House bill cuts $1 million from state libraries
By Treena Shapiro
Advertiser Staff Writer
State libraries would take an additional $1 million budget cut over the next two years, under a bill approved yesterday by the House Finance Committee.
The chief casualty was money designated to open Kapolei Public Library.
Yesterday was the 28th day of the 60-day session.
An earlier budget cut of $500,000 for this year prompted state Librarian Virginia Lowell to order all libraries to cut back to a five-day, 40-hour weekly schedule.
The latest proposed cuts are part of the $7.6 billion, two-year budget bill that the House will send to the Senate.
The committee decided to cut $1.5 million that had been designated for expenses to open Kapolei Public Library. But it also restored half of a separate $1 million budget cut the library system as a whole was to take, for a net loss to the libraries of $1 million.
State Librarian Virginia Lowell was out of town and could not be reached for comment. State library special assistant John Penebacker said he could not comment without seeing the plan.
Libraries were not the only state service cut. The House version of the budget reflects not only the $73.6 million in departmental cuts proposed by Gov. Linda Lingle, but would make an additional $14 million in cuts suggested by the House Finance Committee.
Committee chairman Dwight Takamine, D-1st (N. Hilo, Hamakua, N. Kohala) said normally the committee would have restored the cuts to the Department of Education, the University of Hawai'i and social services agencies, but because of the possibility of war in Iraq, the committee decided to prepare for economic hard times.
Takamine added that lawmakers are waiting to hear the Council of Revenues projection of state tax revenues. The budget is based on an assumption that tax revenues will grow by 6.1 percent, but the growth may be only 4.1 percent, Takamine said, which would mean the state would collect $61 million less than anticipated.
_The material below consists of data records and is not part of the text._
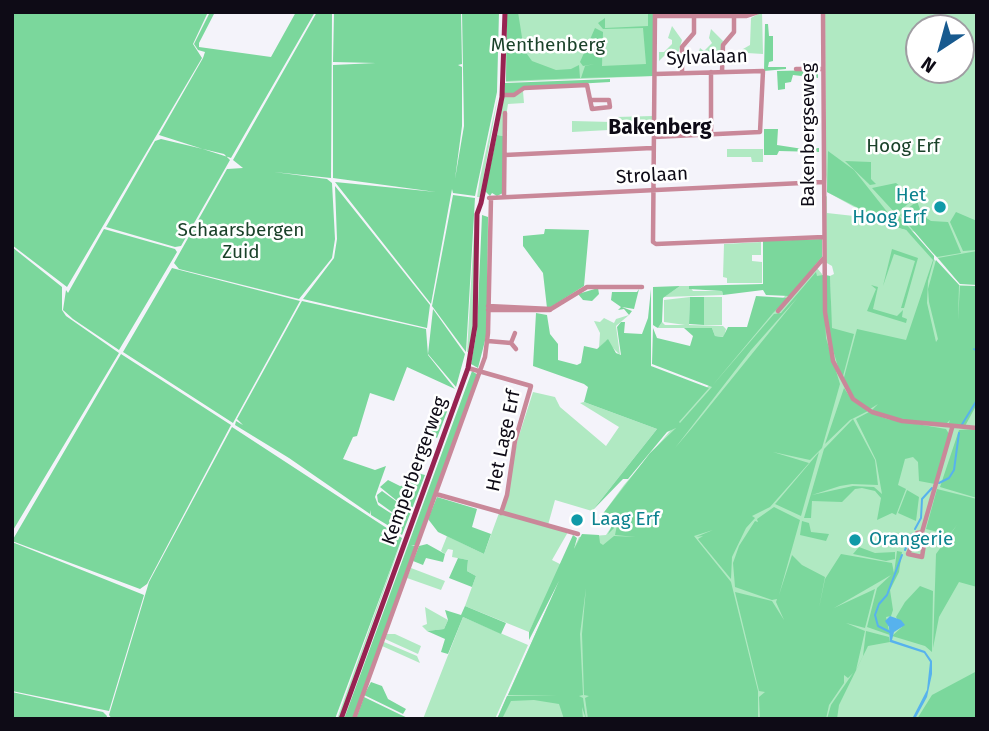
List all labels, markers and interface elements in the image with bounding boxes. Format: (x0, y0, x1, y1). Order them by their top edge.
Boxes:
north arrow (905, 14, 975, 84)
park label: Menthenberg (491, 35, 605, 57)
street label: Sylvalaan (666, 45, 748, 71)
text: N (917, 52, 940, 78)
street label: Bakenbergseweg (798, 63, 820, 207)
district label: Bakenberg (608, 115, 712, 141)
park label: Hoog Erf (866, 136, 940, 158)
street label: Strolaan (615, 163, 689, 189)
place label: Het Hoog Erf (852, 185, 926, 229)
marker: Het Hoog Erf (932, 199, 948, 215)
park label: Schaarsbergen Zuid (178, 220, 304, 264)
street label: Het Lage Erf (482, 388, 526, 494)
street label: Kemperbergerweg (378, 394, 452, 548)
place label: Laag Erf (591, 509, 659, 531)
marker: Laag Erf (569, 512, 585, 528)
place label: Orangerie (869, 529, 953, 551)
marker: Orangerie (847, 532, 863, 548)

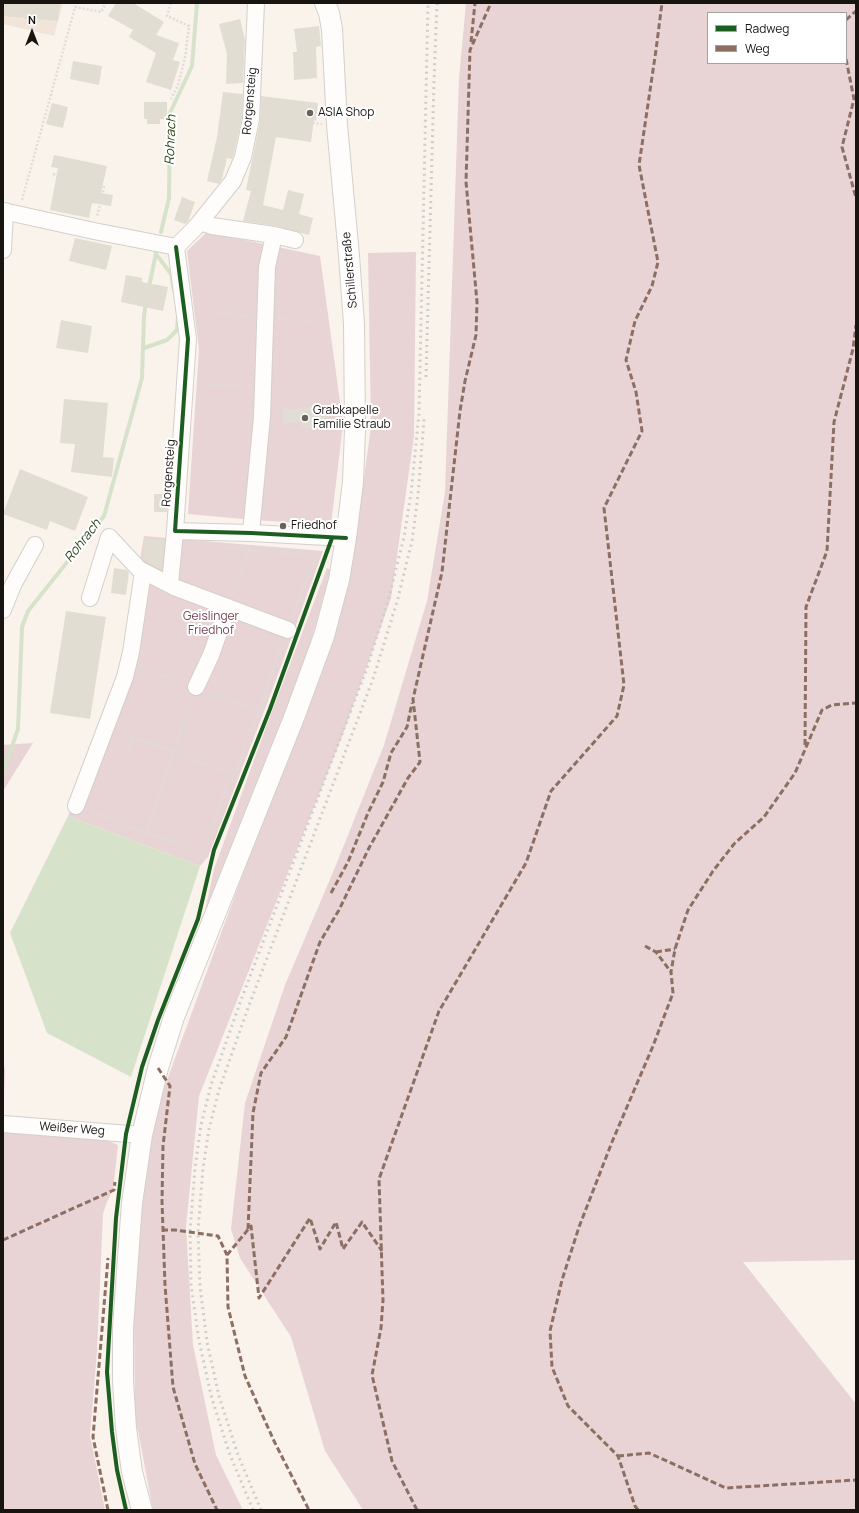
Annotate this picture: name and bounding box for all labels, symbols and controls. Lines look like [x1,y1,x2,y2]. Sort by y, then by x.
north arrow [12,12,52,52]
text: N [28,12,36,27]
legend [707,12,847,64]
text: Radweg [745,20,789,37]
text: Weg [745,40,770,57]
street label: Rorgensteig [240,67,260,135]
place label: ASIA Shop [318,106,374,120]
marker: ASIA Shop [305,108,315,118]
water label: Rohrach [162,115,180,165]
street label: Schillerstraße [339,231,361,309]
place label: Grabkapelle Familie Straub [313,404,391,432]
marker: Grabkapelle Familie Straub [300,413,310,423]
street label: Rorgensteig [159,439,179,507]
water label: Rohrach [61,516,105,566]
place label: Friedhof [291,519,337,533]
marker: Friedhof [278,521,288,531]
park label: Geislinger Friedhof [183,610,239,638]
street label: Weißer Weg [39,1120,105,1138]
With this bleak outlook, Takamine said he did not want to restore funding to the agencies only to have to cut it again later.
The Finance Committee yesterday provided only an overview of the budget proposal without providing much detail. Assistant Minority Policy Leader Mark Moses said even some committee members had not seen the new draft of the budget before voting on it yesterday.
Moses, R-40th (Makakilo, Kapolei, Royal Kunia), and other Republicans Rep. Mark Jernigan, R-6th (Kailua, Keauhou) and Rep. Colleen Meyer, R-47th (Ha'iku, Kahalu'u, La'ie) approved the bill with reservations. Moses said he would have liked to have been able to see the new draft of the bill before the vote, since it will be too late to make amendments when it moves to the House floor. Without details, he said, it is unclear what the changes will mean. "You have to sit down and see what does this actually do to people, and that's very difficult."